The vast chemical engineering industry, which affects almost every aspect of daily life, uses copper (or its alloys) as a constructional material because of its high rate of heat transfer, its ease of manipulation and joining and its resistance to certain corrosive acids at normal or moderately high temperatures. The choice of material often depends mainly upon the latter consideration which in turn involves not only the nature of the liquid concerned but also its temperature, concentration, rate of flow, etc. For very exacting conditions 'Monel', a nickel-copper alloy, is often specified.

Copper plate or sheet is ductile and malleable. It can readily be hammered into pans or shaped and riveted, brazed, or welded into tanks, boilers and other containers of all shapes and sizes. Very large thick boiling-pans are also made from aluminium brass. Copper and a wide range of alloys are fabricated into tubes for transporting a variety of liquids and gases, including oil products, and they are also used for heating coils and in evaporators, refrigerators (for which there is a special range of sizes), in shell and tube condensers and for numerous other purposes.

Copper evaporators are used for concentrating sugar, milk, extract of malt, coffee, tannin, and for gelatine, lactic acid, sulphite liquor, etc. The American nuclear power station at Indian Point has a ' giant evaporator, 65 ft long, in which the tube bundles are made of 80/20 cupro-nickel.

Other copper alloys, including silicon bronze and 'Monel', are employed in the evaporation of sea-water, an application which is expected to increase with current expansion in the construction of distillation plant.

Glucose converters, sugar rollers, stirrers, and furnace-pans, vacuum pans, stills, fruit-slicing wheels, cattle-food and poultry mashers, heat exchangers, textile-drying machines, and the rotproofing of textiles for damp tropical climates are among the many miscellaneous items for which copper and copper alloys are used.

Copper distilling columns used in the production of industrial alcohol, fatty acids, essential oils, etc., are of special interest. The great penicillin plant at Speke, near Liverpool, is a specific instance of the use of copper in this respect. The recovery of extracts calls for fractionating columns which are 23 ft high and 5 ft in diameter and are built of deoxidized copper sheets. Each column is in seven sections, six of which have riveted copper bubble plates, and each plate incorporates sixty copper bubblers and uptubes. This makes an interesting comparison with the practice a thousand years ago of the Arabs who distilled essences in gourd-shaped copper vessels.

In the numerous operations involved in the brewing of beer, copper has played a predominant part for many centuries. Copper sheet is very often used for lining the mash tuns and fermenting vessels; and the brewing coppers are almost always made of copper, as indeed their name implies. The world-famous brewery of Guinness's in Dublin has nineteen of these huge coppers, each of which holds 23,400 gallons. The slotted false bottoms of brewery mash tuns are made of bronze or brass. The round or oval coiled tubes called attemperators, through which cold water or brine circulates in the fermenting vessels, are of copper because of its high heat conductivity, and so are the steam coils in the brewing copper and the various distribution pipes. Copper tanks may even carry the beer away.

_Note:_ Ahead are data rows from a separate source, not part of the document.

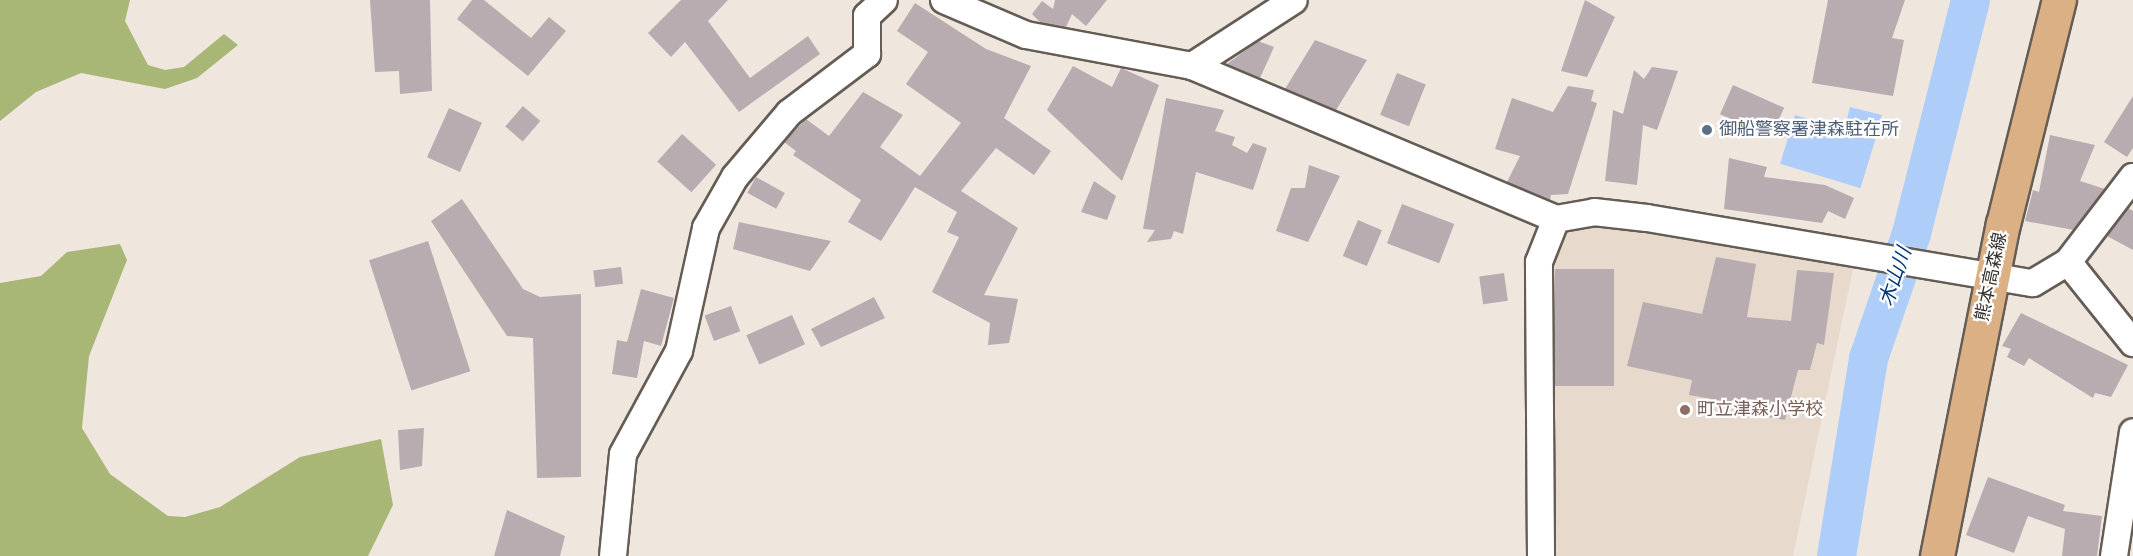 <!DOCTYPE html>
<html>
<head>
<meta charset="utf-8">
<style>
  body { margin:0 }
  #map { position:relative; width:2133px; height:556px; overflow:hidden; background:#efe6de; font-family:"Sofia Sans Condensed","Noto Sans JP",sans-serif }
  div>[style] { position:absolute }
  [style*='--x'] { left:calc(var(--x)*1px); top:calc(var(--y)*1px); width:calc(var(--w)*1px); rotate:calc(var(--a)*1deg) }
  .built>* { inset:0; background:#e7dacc }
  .forest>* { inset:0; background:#a8b676 }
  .water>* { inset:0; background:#aecef9; transform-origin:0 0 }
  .river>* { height:39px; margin:-19.5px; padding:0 19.5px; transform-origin:19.5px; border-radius:19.5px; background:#aecef9 }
  .building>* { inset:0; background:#b8acb1; transform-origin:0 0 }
  .roads { filter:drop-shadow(2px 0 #645d55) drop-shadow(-2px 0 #645d55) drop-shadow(0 2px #645d55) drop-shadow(0 -2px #645d55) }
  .street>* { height:26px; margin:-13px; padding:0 13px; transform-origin:13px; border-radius:13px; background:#fff }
  .primary>* { height:33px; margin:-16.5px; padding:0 16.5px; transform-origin:16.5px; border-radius:16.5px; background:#dcb085 }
  .dots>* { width:16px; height:16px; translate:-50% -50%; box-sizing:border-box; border:3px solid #fff; border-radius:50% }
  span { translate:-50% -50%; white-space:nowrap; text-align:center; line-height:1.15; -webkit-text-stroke:4.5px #fff; paint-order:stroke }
  .service-label { font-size:18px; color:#4e5e75 }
  .left { translate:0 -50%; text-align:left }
  .street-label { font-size:18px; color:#33302c }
  .education-label { font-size:18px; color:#785e54 }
  .water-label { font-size:20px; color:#033b78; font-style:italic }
</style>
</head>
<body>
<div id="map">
  <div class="built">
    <div style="clip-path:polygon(1606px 222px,1854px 264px,1793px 556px,1548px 556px,1546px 261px,1561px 235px)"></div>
  </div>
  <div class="forest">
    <div style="clip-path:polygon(0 0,130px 0,125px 21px,148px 65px,165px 70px,184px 67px,224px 34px,238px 45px,197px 78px,165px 89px,81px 73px,36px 92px,0 121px)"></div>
    <div style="clip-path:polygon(120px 244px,127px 260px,89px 356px,82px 428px,110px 474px,168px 516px,185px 517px,220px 507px,300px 457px,381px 439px,393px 505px,368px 556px,0 556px,0 283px,41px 276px,67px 252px)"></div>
  </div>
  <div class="water">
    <div style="left:1850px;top:107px;width:33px;height:16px;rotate:14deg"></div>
    <div style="left:1795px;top:115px;width:84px;height:51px;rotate:17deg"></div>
  </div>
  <div class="river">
    <div style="--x:1836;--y:556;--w:201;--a:-80.8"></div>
    <div style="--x:1868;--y:358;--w:132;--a:-71"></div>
    <div style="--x:1911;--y:233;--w:240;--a:-75.8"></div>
  </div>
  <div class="building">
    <div style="clip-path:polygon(370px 0,430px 0,432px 91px,400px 94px,399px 71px,375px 72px)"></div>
    <div style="clip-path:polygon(472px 0,484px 0,531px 38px,549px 17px,566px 31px,528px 76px,457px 19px)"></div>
    <div style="clip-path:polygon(681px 0,728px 0,708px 21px,750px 78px,808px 36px,820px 54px,739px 112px,685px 42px,671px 57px,648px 33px)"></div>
    <div style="clip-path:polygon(1055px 0,1107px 0,1086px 26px,1072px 14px,1066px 27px,1041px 23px,1032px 14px,1042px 1px,1053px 9px)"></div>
    <div style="clip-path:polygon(1585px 0,1615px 17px,1587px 77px,1561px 71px)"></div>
    <div style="clip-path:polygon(1828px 0,1905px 0,1892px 38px,1904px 40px,1893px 96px,1812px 83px)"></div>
    <div style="clip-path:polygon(915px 3px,986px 49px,1031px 66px,1004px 118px,1051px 151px,1034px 175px,996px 148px,961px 191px,1018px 228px,984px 295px,1018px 299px,1009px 343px,988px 345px,990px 323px,932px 292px,959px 237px,947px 232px,957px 212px,915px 187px,881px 241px,848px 222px,861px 200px,793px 155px,796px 151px,784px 142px,806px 119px,829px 136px,863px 92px,903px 115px,880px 147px,920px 176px,961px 123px,906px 84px,928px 52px,897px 31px)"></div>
    <div style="clip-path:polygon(1315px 40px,1367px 60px,1336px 110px,1285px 89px)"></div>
    <div style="clip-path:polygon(1258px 41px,1274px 47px,1260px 78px,1227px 64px)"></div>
    <div style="clip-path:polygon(1073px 66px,1112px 87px,1121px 68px,1159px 85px,1122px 181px,1047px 110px)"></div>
    <div style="clip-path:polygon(1652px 67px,1678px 71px,1657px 130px,1643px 125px,1637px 185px,1605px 181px,1613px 110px,1623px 114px,1634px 70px,1644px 79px)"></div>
    <div style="left:1397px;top:73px;width:31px;height:45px;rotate:22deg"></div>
    <div style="left:1733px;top:85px;width:56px;height:32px;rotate:24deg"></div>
    <div style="clip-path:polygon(1568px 86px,1594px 90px,1591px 101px,1597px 103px,1568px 194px,1551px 195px,1550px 200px,1507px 182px,1520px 156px,1495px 149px,1512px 98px,1553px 112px)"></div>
    <div style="clip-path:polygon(2133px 96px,2133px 148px,2127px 157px,2104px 142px)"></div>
    <div style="clip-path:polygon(1166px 98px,1224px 110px,1215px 131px,1235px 137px,1232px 145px,1247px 153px,1253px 143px,1267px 148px,1253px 190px,1196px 172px,1183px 234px,1174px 231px,1171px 239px,1147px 242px,1155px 230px,1143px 229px)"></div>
    <div style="left:523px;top:106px;width:23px;height:27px;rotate:41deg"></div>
    <div style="left:449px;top:108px;width:36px;height:54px;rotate:24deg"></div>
    <div style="left:682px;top:134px;width:46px;height:37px;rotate:42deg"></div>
    <div style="clip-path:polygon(2050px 135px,2095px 145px,2080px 181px,2105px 189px,2074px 230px,2025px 221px,2033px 190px,2039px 192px)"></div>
    <div style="clip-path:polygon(1729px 158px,1767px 167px,1764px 177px,1825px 185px,1854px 198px,1845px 219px,1828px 211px,1822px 223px,1724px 209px)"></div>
    <div style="clip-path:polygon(1309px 165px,1340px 176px,1308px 242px,1276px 231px,1291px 188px,1305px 188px)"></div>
    <div style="left:756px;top:177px;width:33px;height:18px;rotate:29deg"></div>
    <div style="clip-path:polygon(1094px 181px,1116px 196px,1107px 220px,1081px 212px)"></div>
    <div style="clip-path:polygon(462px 199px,523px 289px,540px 297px,581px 294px,581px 477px,537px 478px,533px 338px,507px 336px,431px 221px)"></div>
    <div style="left:1402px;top:204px;width:56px;height:42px;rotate:21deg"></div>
    <div style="clip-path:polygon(2128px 208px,2133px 211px,2133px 250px,2107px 236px)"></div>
    <div style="left:1358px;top:220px;width:26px;height:39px;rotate:23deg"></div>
    <div style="clip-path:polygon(739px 222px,831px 241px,810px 271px,733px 249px)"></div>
    <div style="left:428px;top:241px;width:137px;height:62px;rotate:72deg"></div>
    <div style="clip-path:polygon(1716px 257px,1756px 264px,1747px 317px,1791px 321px,1797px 270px,1834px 273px,1824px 345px,1817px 343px,1810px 370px,1798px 370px,1785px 420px,1749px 414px,1751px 406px,1689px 395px,1692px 380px,1627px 366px,1643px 302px,1702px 314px)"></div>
    <div style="left:621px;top:267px;width:17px;height:28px;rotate:83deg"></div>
    <div style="left:1555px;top:269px;width:59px;height:117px"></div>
    <div style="left:1504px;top:273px;width:28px;height:25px;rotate:82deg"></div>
    <div style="clip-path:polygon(641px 289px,674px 298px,661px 346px,644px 341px,637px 378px,612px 374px,617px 340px,627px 342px)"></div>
    <div style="clip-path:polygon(874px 297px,885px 318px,821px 347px,811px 329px)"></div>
    <div style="left:731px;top:306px;width:27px;height:28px;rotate:70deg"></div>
    <div style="clip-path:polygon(2021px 313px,2128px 365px,2111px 397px,2095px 393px,2093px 398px,2029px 358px,2024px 366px,2007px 357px,2011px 349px,2002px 346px)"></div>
    <div style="left:792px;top:315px;width:32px;height:50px;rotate:66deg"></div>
    <div style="clip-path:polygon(424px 428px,422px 466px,400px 470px,398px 430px)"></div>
    <div style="clip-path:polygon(1988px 477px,2065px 505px,2063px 511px,2102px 516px,2097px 556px,2062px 556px,2065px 529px,2028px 516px,2014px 553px,1966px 535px)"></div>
    <div style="clip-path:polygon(507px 510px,565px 536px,560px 556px,494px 556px)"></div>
  </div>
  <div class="roads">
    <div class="street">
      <div style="--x:944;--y:0;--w:89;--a:23.1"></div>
      <div style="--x:1026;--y:35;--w:169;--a:10.6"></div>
      <div style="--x:1192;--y:66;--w:395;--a:22.8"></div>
      <div style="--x:1556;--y:219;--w:39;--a:-10"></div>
      <div style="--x:1594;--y:212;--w:53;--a:6.5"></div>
      <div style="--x:1647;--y:218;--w:391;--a:9.6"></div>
      <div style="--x:2033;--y:283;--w:41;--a:-31"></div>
      <div style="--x:2068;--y:262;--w:107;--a:-52.6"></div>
      <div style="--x:1192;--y:66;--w:121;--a:-32.9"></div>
      <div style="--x:2068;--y:262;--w:104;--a:51.3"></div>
      <div style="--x:613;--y:556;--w:102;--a:-84.4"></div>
      <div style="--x:623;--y:454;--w:117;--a:-61.5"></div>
      <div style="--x:679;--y:351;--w:126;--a:-77.6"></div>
      <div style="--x:706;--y:228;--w:59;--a:-60.4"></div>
      <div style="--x:735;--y:177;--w:84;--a:-49.8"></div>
      <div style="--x:789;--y:113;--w:98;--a:-37.1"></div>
      <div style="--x:867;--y:54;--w:38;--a:-90"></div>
      <div style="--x:867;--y:16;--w:23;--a:-43"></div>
      <div style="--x:1541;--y:556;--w:294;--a:-90.4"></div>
      <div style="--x:1539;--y:262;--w:46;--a:-68.4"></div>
      <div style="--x:2114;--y:556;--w:125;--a:-81.3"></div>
    </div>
    <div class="primary">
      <div style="--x:1937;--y:556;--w:338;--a:-78.8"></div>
      <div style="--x:2003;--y:224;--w:231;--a:-76"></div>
    </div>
  </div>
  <div class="dots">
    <div style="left:1707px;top:130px;background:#5c6f8a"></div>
    <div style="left:1685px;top:410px;background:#8d6e63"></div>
  </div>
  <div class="service-label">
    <span class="left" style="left:1719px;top:130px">御船警察署津森駐在所</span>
  </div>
  <div class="street-label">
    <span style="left:1992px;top:277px;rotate:-78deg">熊本高森線</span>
  </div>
  <div class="education-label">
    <span class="left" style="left:1697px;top:410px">町立津森小学校</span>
  </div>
  <div class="water-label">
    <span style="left:1896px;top:277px;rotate:-71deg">木山川</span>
  </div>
</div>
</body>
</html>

Whisky stills Figure 59. Whisky stills are invariably made of copper. In the pot-still process the malt whisky is distilled twice and two identical copper stills are used as shown.
In the allied industry dealing with the distilling of whisky and other alcoholic spirits, the initial operations somewhat resemble those for brewing, but more alcohol is produced and a different yeast is employed. The fermented liquor is distilled in either a fire- or steam-heated whisky-still (Fig. 59) or in a columnar rectifying still. All this plant is invariably made of copper, as are the tubular condensing coils.

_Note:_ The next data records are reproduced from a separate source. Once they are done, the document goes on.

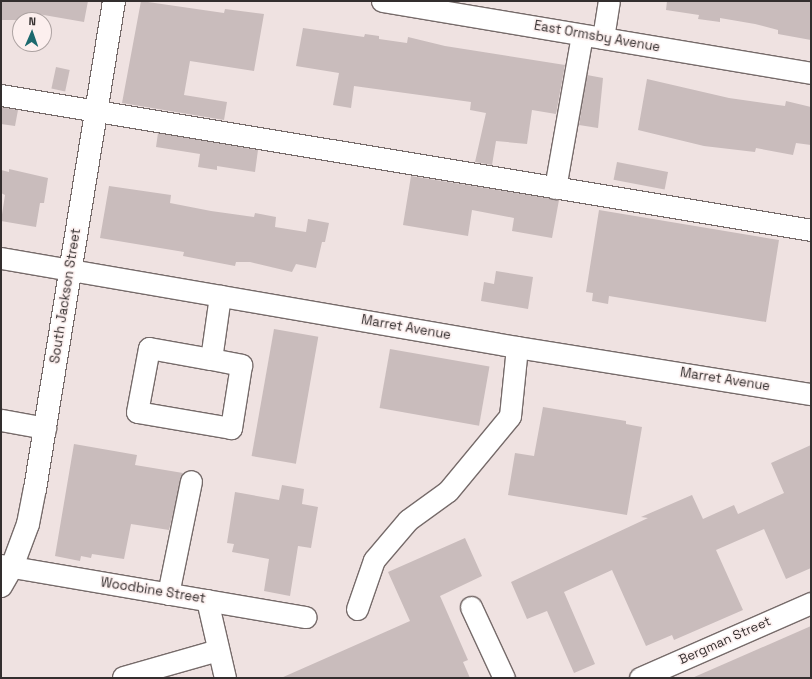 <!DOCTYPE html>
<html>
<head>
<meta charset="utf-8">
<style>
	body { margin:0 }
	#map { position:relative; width:812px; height:679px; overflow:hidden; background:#efe2e1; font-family:"Space Grotesk",sans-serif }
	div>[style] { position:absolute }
	.building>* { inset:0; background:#c9bcbc; transform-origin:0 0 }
	.roads { filter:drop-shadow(1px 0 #766b6a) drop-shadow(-1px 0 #766b6a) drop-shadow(0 1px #766b6a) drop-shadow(0 -1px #766b6a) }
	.minor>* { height:21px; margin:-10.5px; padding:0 10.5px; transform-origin:10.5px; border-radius:10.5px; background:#fff }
	.major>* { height:22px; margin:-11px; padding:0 11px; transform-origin:11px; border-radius:11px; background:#fff }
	span { translate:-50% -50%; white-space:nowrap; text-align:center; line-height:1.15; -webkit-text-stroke:3px #fcefee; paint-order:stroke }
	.street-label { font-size:13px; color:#332e2e }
	.frame { position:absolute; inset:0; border:2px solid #332e2e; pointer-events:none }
	.north { position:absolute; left:12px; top:12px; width:40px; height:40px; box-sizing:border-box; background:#fcefee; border:1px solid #aca2a1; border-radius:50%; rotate:2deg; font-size:11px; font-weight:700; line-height:16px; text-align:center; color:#332e2e }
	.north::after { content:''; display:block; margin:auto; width:14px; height:18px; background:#1c696e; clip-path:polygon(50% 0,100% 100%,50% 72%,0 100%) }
</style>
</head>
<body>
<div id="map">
	<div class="building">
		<div style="clip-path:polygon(1px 1px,88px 1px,84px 22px,38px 14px,37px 20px,1px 20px)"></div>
		<div style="clip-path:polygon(141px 1px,224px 13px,225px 9px,264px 14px,254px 71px,190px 61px,184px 95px,227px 102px,224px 120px,122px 103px)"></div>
		<div style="clip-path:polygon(667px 1px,811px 1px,811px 40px,778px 34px,778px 30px,755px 24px,720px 18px,720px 22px,698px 19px,699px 15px,666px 10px)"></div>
		<div style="clip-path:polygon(303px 28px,364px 37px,365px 34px,379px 36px,379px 39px,407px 43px,408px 37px,445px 46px,565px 65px,556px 114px,532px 110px,527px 144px,496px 141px,492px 165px,475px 162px,486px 113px,470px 110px,471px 102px,354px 86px,351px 108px,333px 105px,339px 73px,296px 66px)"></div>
		<div style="left:56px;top:67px;width:14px;height:22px;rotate:12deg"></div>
		<div style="clip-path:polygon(587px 75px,603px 78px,598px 128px,579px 125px)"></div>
		<div style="clip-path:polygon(647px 79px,729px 98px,785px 106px,786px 101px,811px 107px,811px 145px,796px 143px,793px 155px,756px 148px,755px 152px,704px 146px,638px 130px)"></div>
		<div style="clip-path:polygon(1px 107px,18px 110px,15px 126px,1px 124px)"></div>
		<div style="clip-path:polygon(158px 133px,258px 150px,255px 172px,217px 166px,217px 170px,198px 167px,200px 154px,156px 147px)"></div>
		<div style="left:617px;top:162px;width:52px;height:18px;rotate:11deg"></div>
		<div style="clip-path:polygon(9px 169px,48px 178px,44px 203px,40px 203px,36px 227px,1px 221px,5px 195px,1px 193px,1px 170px,9px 172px)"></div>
		<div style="clip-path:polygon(411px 176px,559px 200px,552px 238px,512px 231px,514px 218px,472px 210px,468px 236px,403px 225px)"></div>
		<div style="clip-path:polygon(109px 186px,171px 195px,170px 203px,211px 211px,254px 217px,255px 213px,276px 217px,275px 227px,306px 232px,308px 219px,329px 223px,325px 242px,322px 242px,316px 268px,296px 264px,292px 272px,250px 262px,236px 262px,235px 266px,183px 256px,184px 252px,100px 238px)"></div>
		<div style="clip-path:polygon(599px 210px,779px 240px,766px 322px,609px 296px,608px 304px,592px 301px,593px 293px,586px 292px)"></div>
		<div style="clip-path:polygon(496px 271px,533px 277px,528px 309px,481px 301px,484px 282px,494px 284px)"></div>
		<div style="left:274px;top:329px;width:45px;height:129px;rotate:10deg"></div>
		<div style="left:390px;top:349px;width:101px;height:60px;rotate:10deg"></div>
		<div style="clip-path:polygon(543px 407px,626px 421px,626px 424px,642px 427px,627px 515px,508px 495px,515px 453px,534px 456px)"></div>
		<div style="clip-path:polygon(74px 444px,137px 455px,135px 465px,183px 473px,169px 530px,131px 524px,124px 559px,92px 554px,91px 558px,81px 556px,80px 561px,55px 556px)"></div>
		<div style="clip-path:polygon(811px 445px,811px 568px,786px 579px,764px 529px,716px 550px,743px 610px,674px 640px,672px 635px,646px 646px,612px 570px,564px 592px,595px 664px,574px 673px,547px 611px,527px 619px,511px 582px,648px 518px,641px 517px,692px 495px,703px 519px,734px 505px,738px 514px,784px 493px,771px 463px)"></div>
		<div style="clip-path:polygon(282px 485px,304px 489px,302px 504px,318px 507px,311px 548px,298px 546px,290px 596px,264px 591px,269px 559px,232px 552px,234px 544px,227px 543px,235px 492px,279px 500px)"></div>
		<div style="clip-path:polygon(465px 538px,482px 576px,440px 596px,468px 660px,463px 662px,470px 678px,281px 678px,410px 621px,388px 572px)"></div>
		<div style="clip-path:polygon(811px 626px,811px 678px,692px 678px)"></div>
	</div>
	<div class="roads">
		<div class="minor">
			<div style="left:382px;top:1px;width:435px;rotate:9.5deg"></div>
			<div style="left:603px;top:38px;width:37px;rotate:-81deg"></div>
			<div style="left:1px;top:95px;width:821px;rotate:9.46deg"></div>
			<div style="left:555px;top:188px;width:155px;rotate:-80deg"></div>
			<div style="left:1px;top:258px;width:524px;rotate:9.79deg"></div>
			<div style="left:517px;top:347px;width:298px;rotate:9.1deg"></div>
			<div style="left:211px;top:359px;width:31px;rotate:11deg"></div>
			<div style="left:241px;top:365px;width:64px;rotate:99deg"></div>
			<div style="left:231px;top:428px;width:95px;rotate:-170.3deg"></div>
			<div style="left:137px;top:412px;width:65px;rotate:-79.4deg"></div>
			<div style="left:149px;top:348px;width:63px;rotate:10.1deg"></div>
			<div style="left:211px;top:359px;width:64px;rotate:-81.9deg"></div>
			<div style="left:1px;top:420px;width:45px;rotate:10.3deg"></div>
			<div style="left:1px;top:565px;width:309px;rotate:9.7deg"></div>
			<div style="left:168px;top:594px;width:115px;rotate:-78.5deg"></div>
			<div style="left:207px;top:600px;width:80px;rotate:77deg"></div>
			<div style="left:471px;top:607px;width:78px;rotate:65.1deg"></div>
			<div style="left:357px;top:609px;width:52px;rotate:-70.9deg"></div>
			<div style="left:374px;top:560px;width:52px;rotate:-49.6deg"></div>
			<div style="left:408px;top:520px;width:49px;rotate:-35.9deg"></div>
			<div style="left:448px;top:491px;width:97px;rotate:-50.4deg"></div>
			<div style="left:510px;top:416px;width:69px;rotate:-84.2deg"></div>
			<div style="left:123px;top:677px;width:99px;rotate:-15.9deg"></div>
			<div style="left:640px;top:678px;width:187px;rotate:-23.7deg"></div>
		</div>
		<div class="major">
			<div style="left:1px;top:586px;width:22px;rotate:-60deg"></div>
			<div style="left:12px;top:567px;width:46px;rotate:-69.6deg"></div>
			<div style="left:28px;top:524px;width:36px;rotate:-79deg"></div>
			<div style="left:35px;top:489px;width:494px;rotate:-80.8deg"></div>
		</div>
	</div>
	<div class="street-label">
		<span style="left:597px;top:37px;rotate:10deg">East Ormsby Avenue</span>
		<span style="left:66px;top:296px;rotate:-81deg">South Jackson Street</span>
		<span style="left:406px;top:328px;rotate:10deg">Marret Avenue</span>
		<span style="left:725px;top:380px;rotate:9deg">Marret Avenue</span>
		<span style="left:153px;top:591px;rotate:9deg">Woodbine Street</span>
		<span style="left:725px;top:641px;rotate:-24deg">Bergman Street</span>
	</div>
	<div class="frame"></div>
	<div class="north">N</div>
</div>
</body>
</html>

In scores of other industries, which are loosely classified under general engineering, copper and copper alloys are used for an infinite variety of applications, ranging from small mass-produced parts in free-machining brass to equipment for the 'space-age' industries of rocket production and atomic energy. The giant electromagnets employed in atom-smashers have copper wire windings. A cyclotron at Harwell has 70 tons of copper strip for this purpose, while 'Nimrod', a more recent machine at the same plant, has more than 300 tons of high-conductivity copper bars coiled around its electromagnet. The proton synchrotron at Brookhaven, New York, which is even larger, can accelerate its bombarding particles up to 30,000 million electron-volts. The electromagnet of this huge machine measures 843 ft across and contains about 4,000 tons of iron and 400 tons of copper bars in coils. All these giants have evolved from a small machine built in 1930, One of its most essential parts, the magnetron body, was turned wholly out of high-conductivity copper.